Ok: we have no Nazi paratroopers to contend with here in Broken Barnet, in the bright, clear, chilly autumn of 2012, but we have been infiltrated by a covert invasion, by stealth, while we were sleeping, during the last election.
Our council is being run by an administration of quislings, traitors who have prepared the way for the encroachment of the enemy, a takeover just as significant in its way as a literal invasion. It's called One Barnet.
Like any political dictatorship our council is unyielding, repressive, secretive, and rife with corruption.
Its perpetrators expect us to stand by silently, and offer a mute submission to their occupation. They may have expected this, but they were wrong.
Over the last year or so, a resistence movement has grown in Barnet that is now offering an ever more creative and effective programme of direct action, subversion, and counter propaganda.
Not just the Barnet Alliance - the local unions, the local blogosphere, residents' associations, community groups, charities, families, men, women and children: all rising up to defy the unjust, undemocratic policies of a delusional Tory council, and a cabal of unelected senior officers intent on promoting the sell off of our borough to the private sector.
There is no better example of our own local insurgency, perhaps, than what is happening in the story of Friern Barnet Library, the 'people's library'.
Here, if anywhere, the archetypal model of plucky citizens fighting against the odds is being acted out on an heroic scale.
From the fight to stop the library closure, the temporary occupation on its last day,
the pop up libraries held defiantly outside on the village green, next to the cherry tree;
the home made cakes supplied by local cafes ... the hospitality shown by the neighbouring British legion, where D Day veterans sit below fading union jacks and portraits of our queen: the support for the squatters who moved in and reopened the library ...
... the contribution of five thousand books for the shelves emptied by the council ... and the supporters who attended the court hearing this week and left the council's deputy leader visibly shaken by the strength of their resistence: yes, this is England, at its finest: and a new England, in one of the most culturally diverse areas in the country.
Look at the people who use the people's library: of all backgrounds, ethnicities, ages, of all levels of education, and occupation, or none.

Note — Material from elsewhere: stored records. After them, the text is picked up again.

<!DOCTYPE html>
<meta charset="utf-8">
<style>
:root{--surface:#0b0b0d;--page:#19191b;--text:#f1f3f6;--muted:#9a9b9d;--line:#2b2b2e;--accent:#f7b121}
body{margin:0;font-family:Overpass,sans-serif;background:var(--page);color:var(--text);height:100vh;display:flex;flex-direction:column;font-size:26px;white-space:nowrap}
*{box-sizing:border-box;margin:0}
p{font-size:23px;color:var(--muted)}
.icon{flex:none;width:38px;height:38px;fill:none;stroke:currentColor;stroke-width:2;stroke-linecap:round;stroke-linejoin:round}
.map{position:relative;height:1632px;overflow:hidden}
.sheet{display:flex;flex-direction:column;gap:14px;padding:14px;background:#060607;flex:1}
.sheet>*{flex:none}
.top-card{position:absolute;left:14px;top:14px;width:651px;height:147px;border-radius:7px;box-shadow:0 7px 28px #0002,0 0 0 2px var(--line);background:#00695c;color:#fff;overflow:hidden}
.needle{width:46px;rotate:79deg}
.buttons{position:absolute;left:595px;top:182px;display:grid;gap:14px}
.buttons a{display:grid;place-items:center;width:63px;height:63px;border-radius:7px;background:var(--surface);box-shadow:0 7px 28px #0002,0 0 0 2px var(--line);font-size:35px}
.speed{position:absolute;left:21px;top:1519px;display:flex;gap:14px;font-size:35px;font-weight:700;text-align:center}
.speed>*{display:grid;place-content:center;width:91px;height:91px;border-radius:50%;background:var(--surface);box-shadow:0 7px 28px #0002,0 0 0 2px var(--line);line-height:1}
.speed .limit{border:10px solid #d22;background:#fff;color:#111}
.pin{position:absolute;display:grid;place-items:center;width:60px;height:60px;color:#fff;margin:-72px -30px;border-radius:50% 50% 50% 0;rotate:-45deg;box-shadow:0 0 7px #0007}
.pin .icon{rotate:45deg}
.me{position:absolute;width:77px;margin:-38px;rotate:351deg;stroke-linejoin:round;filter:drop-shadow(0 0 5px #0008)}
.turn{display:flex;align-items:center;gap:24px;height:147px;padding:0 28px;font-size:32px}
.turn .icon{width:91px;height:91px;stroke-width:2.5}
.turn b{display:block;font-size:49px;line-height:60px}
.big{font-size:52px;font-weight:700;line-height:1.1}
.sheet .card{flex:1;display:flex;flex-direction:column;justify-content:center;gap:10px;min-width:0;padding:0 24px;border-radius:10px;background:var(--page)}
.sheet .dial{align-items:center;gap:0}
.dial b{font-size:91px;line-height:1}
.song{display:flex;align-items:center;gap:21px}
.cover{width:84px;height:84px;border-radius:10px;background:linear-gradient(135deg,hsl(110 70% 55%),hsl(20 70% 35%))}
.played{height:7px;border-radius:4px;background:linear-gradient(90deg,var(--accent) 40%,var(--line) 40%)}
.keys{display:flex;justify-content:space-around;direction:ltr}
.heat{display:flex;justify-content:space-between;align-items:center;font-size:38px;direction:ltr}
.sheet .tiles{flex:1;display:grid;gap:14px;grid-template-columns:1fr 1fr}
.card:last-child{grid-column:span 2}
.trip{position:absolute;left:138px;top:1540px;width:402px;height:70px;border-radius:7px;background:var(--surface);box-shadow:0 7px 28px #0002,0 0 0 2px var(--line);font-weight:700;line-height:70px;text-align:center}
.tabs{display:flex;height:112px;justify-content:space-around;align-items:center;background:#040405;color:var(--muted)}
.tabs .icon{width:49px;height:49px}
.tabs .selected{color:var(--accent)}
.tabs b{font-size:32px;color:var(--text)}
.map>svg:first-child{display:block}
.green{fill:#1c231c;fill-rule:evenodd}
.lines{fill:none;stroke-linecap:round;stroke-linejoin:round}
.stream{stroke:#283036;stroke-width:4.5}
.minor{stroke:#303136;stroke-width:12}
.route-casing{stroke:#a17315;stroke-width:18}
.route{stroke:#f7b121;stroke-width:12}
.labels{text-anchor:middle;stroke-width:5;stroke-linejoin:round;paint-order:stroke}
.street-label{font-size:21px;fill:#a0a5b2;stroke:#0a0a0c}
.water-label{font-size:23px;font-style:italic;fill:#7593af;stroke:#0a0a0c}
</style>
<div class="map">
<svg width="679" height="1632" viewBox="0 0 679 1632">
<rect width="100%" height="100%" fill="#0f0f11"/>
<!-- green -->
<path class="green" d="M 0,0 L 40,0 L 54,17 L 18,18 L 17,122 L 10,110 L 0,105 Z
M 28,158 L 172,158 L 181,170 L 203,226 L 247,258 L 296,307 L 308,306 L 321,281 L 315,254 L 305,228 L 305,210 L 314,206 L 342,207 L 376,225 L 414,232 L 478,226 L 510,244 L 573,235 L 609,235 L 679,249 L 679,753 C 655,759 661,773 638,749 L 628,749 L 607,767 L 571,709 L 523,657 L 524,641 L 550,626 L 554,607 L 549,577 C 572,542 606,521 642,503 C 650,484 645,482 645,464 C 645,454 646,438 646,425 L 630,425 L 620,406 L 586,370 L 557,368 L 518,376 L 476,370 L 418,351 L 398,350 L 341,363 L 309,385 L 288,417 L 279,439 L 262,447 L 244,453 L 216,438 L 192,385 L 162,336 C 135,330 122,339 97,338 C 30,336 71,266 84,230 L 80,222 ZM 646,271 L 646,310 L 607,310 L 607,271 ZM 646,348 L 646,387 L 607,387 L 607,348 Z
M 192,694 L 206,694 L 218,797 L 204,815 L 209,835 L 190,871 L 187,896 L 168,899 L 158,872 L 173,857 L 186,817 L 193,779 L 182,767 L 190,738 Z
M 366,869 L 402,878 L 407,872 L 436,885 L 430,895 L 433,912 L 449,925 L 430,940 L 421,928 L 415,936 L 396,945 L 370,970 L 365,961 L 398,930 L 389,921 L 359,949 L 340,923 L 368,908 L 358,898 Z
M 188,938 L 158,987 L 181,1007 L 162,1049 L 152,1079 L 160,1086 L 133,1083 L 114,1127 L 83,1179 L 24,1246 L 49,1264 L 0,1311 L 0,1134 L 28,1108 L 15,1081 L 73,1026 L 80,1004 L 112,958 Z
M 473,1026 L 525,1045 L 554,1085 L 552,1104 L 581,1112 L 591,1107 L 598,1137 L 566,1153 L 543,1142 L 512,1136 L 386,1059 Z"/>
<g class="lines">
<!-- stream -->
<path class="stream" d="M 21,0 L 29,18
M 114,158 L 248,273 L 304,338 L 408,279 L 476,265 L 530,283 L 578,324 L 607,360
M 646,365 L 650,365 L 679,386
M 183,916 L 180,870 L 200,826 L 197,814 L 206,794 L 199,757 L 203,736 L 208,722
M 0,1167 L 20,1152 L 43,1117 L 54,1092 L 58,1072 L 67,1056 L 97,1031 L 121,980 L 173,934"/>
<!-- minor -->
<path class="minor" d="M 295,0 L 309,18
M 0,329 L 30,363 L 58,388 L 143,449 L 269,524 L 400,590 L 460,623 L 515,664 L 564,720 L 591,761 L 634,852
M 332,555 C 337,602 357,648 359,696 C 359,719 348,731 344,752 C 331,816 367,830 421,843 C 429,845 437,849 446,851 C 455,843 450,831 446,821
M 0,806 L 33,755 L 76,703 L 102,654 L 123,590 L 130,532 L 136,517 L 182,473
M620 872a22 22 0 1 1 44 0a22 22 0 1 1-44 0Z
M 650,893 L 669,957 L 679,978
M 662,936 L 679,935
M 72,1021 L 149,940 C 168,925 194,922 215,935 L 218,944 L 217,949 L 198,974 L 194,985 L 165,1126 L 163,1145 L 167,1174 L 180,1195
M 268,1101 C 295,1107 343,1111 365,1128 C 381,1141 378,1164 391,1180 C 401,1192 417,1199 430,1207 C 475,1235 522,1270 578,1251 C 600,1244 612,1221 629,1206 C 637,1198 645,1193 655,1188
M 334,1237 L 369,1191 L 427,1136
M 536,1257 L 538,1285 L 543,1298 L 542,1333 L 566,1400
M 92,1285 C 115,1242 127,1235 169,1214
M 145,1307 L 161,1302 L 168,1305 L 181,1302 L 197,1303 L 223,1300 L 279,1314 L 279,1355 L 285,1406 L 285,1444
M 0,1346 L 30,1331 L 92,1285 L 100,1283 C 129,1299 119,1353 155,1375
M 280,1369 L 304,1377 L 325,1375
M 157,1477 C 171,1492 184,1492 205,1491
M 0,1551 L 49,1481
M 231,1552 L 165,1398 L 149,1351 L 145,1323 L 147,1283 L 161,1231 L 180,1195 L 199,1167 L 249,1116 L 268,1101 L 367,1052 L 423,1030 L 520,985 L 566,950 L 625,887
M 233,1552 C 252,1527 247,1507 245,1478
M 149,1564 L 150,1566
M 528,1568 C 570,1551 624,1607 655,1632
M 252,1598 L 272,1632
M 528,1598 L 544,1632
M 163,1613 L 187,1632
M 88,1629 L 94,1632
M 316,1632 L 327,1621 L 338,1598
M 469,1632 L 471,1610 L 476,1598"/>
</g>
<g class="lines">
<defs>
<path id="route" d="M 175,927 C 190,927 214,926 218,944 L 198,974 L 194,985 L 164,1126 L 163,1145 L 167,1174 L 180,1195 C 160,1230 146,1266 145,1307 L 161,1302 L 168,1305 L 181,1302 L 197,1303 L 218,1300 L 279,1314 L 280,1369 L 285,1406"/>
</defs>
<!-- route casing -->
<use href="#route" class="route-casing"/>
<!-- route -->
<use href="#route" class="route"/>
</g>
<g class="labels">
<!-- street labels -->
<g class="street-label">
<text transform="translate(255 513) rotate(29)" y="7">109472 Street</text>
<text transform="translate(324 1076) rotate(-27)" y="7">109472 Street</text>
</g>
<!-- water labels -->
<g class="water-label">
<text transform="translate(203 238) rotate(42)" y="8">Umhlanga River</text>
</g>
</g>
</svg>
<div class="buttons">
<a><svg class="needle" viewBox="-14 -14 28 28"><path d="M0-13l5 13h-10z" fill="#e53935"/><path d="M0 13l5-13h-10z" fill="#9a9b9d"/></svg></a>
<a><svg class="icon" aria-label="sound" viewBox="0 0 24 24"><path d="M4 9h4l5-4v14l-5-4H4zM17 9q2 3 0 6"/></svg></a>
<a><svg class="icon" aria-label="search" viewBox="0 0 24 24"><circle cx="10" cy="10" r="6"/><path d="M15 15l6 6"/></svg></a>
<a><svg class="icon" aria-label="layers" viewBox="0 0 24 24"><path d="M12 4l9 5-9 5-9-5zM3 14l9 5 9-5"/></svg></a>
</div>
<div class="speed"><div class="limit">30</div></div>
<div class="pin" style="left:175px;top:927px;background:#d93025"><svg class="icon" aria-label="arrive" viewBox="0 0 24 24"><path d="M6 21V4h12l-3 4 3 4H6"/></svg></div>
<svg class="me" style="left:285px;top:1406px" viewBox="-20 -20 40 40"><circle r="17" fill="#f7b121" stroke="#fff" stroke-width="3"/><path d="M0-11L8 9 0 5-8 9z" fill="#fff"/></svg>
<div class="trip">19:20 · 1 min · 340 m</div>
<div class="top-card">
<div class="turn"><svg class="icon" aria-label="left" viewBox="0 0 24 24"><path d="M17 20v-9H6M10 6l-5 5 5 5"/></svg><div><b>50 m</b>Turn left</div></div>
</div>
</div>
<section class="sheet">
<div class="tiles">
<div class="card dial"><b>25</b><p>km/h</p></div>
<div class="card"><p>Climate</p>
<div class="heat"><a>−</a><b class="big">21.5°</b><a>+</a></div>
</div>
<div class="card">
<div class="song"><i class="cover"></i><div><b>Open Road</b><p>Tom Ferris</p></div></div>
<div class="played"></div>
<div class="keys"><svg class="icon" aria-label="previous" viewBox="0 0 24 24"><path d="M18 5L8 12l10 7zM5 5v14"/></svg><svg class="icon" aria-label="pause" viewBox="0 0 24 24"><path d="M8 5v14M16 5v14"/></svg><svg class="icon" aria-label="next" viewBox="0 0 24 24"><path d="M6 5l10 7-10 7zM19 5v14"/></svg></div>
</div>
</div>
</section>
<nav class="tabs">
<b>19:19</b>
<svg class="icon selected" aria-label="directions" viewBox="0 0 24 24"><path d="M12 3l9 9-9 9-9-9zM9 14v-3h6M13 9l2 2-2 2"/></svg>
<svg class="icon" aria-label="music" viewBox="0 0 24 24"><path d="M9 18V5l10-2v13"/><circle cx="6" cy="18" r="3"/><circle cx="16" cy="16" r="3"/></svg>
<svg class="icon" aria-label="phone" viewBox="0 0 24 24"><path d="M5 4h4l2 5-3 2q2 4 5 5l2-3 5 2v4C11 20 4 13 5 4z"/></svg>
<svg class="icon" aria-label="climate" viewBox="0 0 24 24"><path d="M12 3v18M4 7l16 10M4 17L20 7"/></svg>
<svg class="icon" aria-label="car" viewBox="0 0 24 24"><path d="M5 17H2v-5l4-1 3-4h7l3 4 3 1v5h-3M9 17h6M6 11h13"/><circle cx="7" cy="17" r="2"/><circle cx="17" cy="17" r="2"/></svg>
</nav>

They are joined together in a common purpose, and the bonds that this issue is forging will last for a long time, I think.
The library that the residents of Friern Barnet are fighting for was built in another era, in the age of empire, funded by the profits accumulated by an unimaginably wealthy philanthropist, a capitalist with a social conscience, but here it is now, occupied and defended by anti capitalist activists, the unlikely heirs to Carnegie's vision of empowerment of the common man.
The local campaign by residents, led by the Save Friern Library Group, has brought together a whole community - no, let me stop there: in fact perhaps it is fair to say it has created a community where there was none, or at least has made that community visible to itself, and the outside world ... and the same is true in Barnet on a boroughwide level: wherever the impact of our lunatic Tory councillors' policies is hitting hardest, there is a network of resistence springing up to confront and oppose them. It's the end of Dave's Big Society, defeated by a much smaller one, the one we live in, in the real world, here in Broken Barnet.